Trendlist: [New post] Using Mermaid to Create a ProcFwk Pipeline Lineage Diagram

Thursday, July 29, 2021

[New post] Using Mermaid to Create a ProcFwk Pipeline Lineage Diagram

Using Mermaid to Create a ProcFwk Pipeline Lineage Diagram

by Paul Andrew

The other day Kamil (@NowinskiK) messaged me on Teams asking if I liked Mermaid's 🙂

I prepared myself for a conversation about which was better; the fish half being on top vs on the bottom. Ha! Of course not!!

Kamil was actually referring to the…

Javascript based diagramming and charting tool that renders Markdown-inspired text definitions to create and modify diagrams dynamically.

GitHub Pages: https://mermaid-js.github.io/mermaid/

GitHub Repo: https://github.com/mermaid-js

I confess until this point, I hadn't encountered the tool.

The conversation that followed, with Kamil, was about creating a pipeline lineage diagram from implementations of the Azure pipeline orchestration framework (AKA: procfwk, AKA: my baby 🙂 ).

Given the bespoke natural of the framework, a lot of traditional data cataloging tools can't simply scrap lineage metadata from Data Factory or Synapse Integration Pipelines directly as the framework means worker pipeline triggering is abstracted way via the control pipelines. They would need to traverse the procfwk metadata model.

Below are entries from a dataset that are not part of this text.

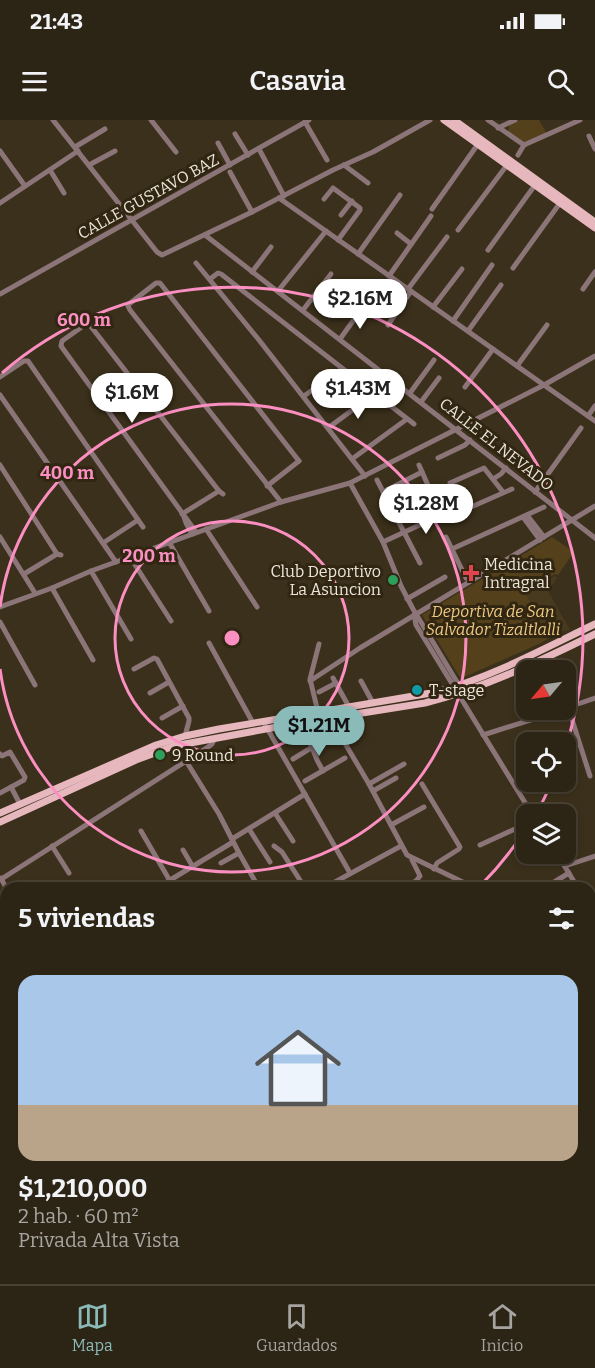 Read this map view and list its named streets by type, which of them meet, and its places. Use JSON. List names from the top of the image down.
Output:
{
  "streets": {
    "street": ["CALLE GUSTAVO BAZ", "CALLE EL NEVADO"]
  },
  "parks": ["Deportiva de San Salvador Tizaltlalli"],
  "places": {
    "health": ["Medicina Intragral"],
    "other": ["Club Deportivo La Asuncion", "T-stage", "9 Round"]
  },
  "north": "bottom left",
  "page": {
    "status": "21:43",
    "header": "Casavia",
    "price": [
      "$2.16M",
      "$1.43M",
      "$1.6M",
      "$1.28M",
      "$1.21M"
    ],
    "heading": "5 viviendas",
    "list": [
      {
        "name": "$1,210,000",
        "note": "2 hab. · 60 m² · Privada Alta Vista"
      }
    ],
    "tabs": ["Mapa", "Guardados", "Inicio"]
  },
  "rings": ["600 m", "400 m", "200 m"]
} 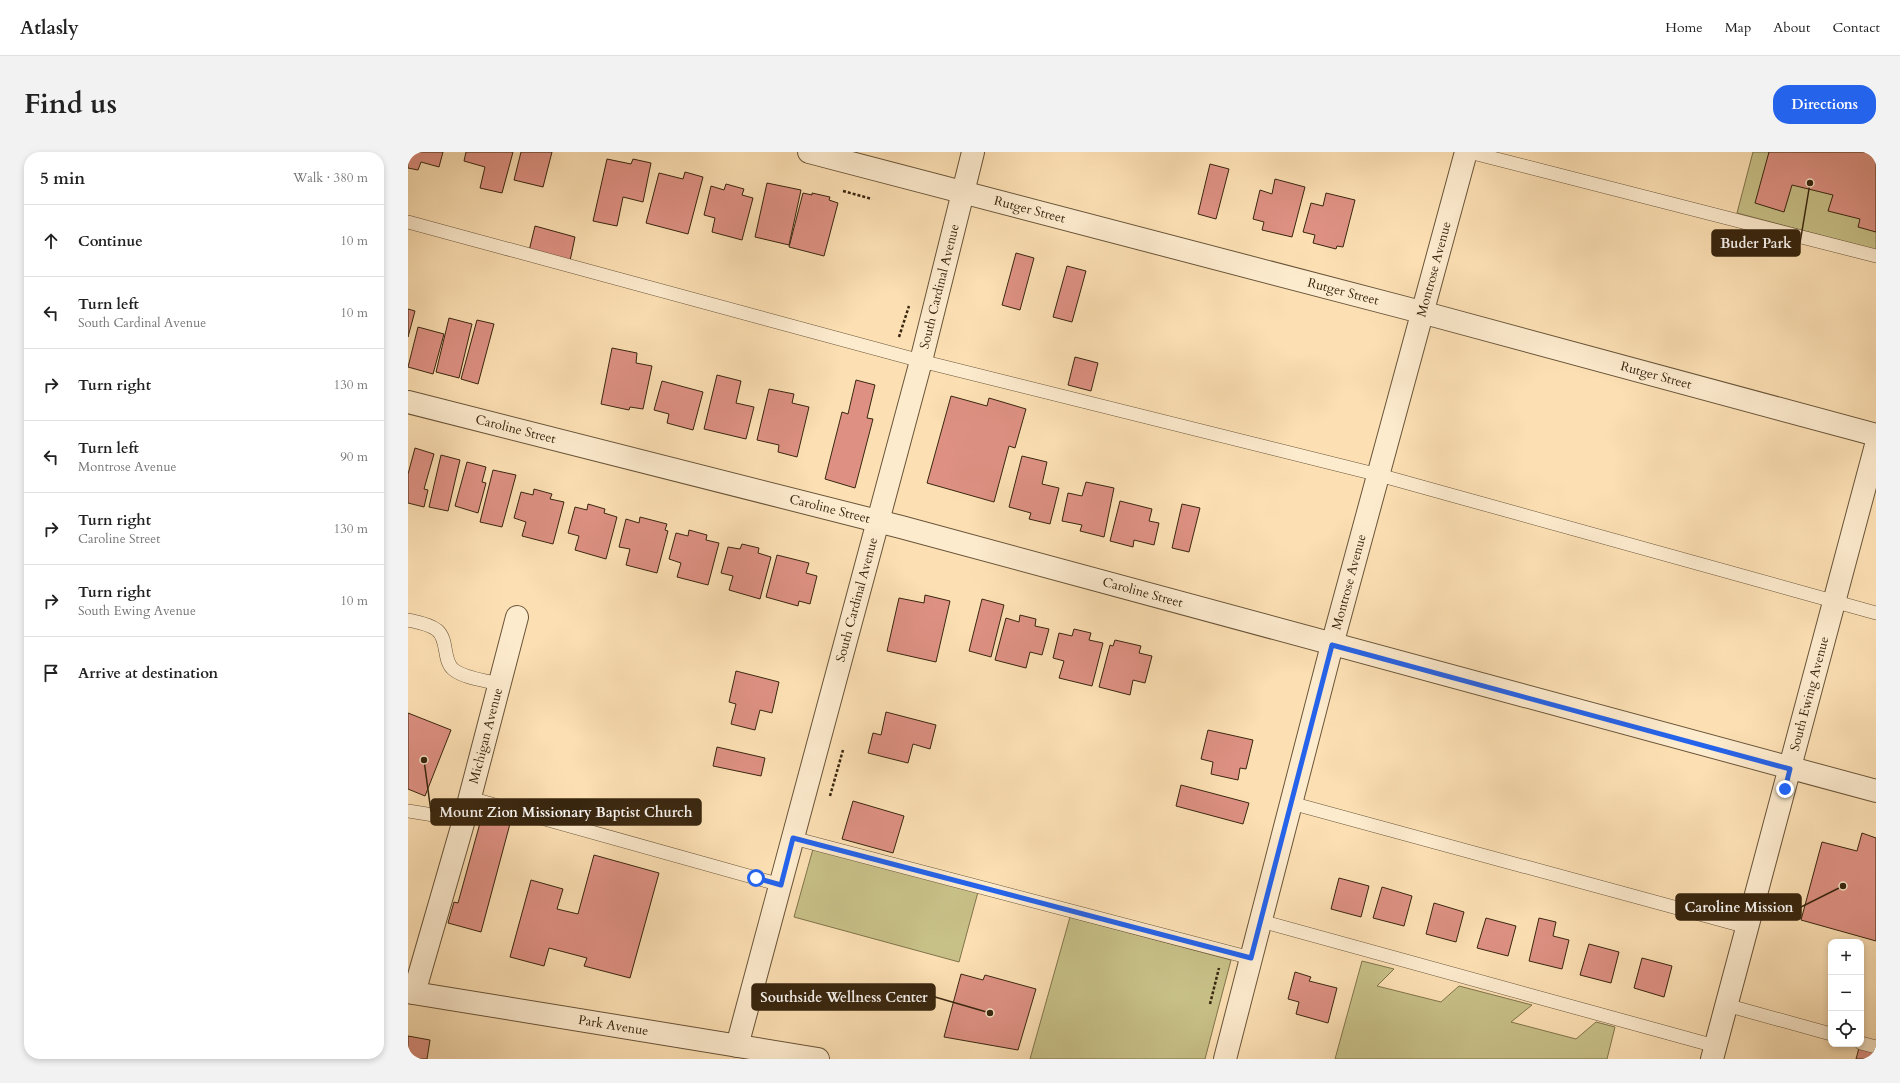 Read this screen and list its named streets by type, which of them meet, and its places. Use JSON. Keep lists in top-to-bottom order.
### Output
{
  "streets": {
    "street": [
      "Rutger Street",
      "Montrose Avenue",
      "South Cardinal Avenue",
      "Caroline Street",
      "South Ewing Avenue",
      "Michigan Avenue",
      "Park Avenue"
    ]
  },
  "crossings": [
    ["Rutger Street", "Montrose Avenue"],
    ["Rutger Street", "South Cardinal Avenue"],
    ["Montrose Avenue", "Caroline Street"],
    ["South Cardinal Avenue", "Caroline Street"],
    ["South Cardinal Avenue", "Park Avenue"],
    ["Caroline Street", "South Ewing Avenue"],
    ["Michigan Avenue", "Park Avenue"]
  ],
  "places": [
    "Buder Park",
    "Mount Zion Missionary Baptist Church",
    "Caroline Mission",
    "Southside Wellness Center"
  ],
  "page": {
    "header": "Atlasly",
    "nav": [
      "Home",
      "Map",
      "About",
      "Contact"
    ],
    "title": "Find us",
    "buttons": "Directions",
    "heading": ["5 min", "Walk · 380 m"],
    "list": [
      ["Continue", "10 m"],
      ["Turn left", "South Cardinal Avenue", "10 m"],
      ["Turn right", "130 m"],
      ["Turn left", "Montrose Avenue", "90 m"],
      ["Turn right", "Caroline Street", "130 m"],
      ["Turn right", "South Ewing Avenue", "10 m"],
      "Arrive at destination"
    ],
    "map_buttons": ["+", "−"]
  }
}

To cut a long story short, this traversal is what has now been done. Below you'll find a T-SQL script for the procfwk database that outputs a Mermaid 'flowchart' diagram showing the execution stages for a given batch, with pipelines per stage and across stage pipeline dependencies connected via a dotted line.

To render the graphic we used a Wiki page within Azure DevOps.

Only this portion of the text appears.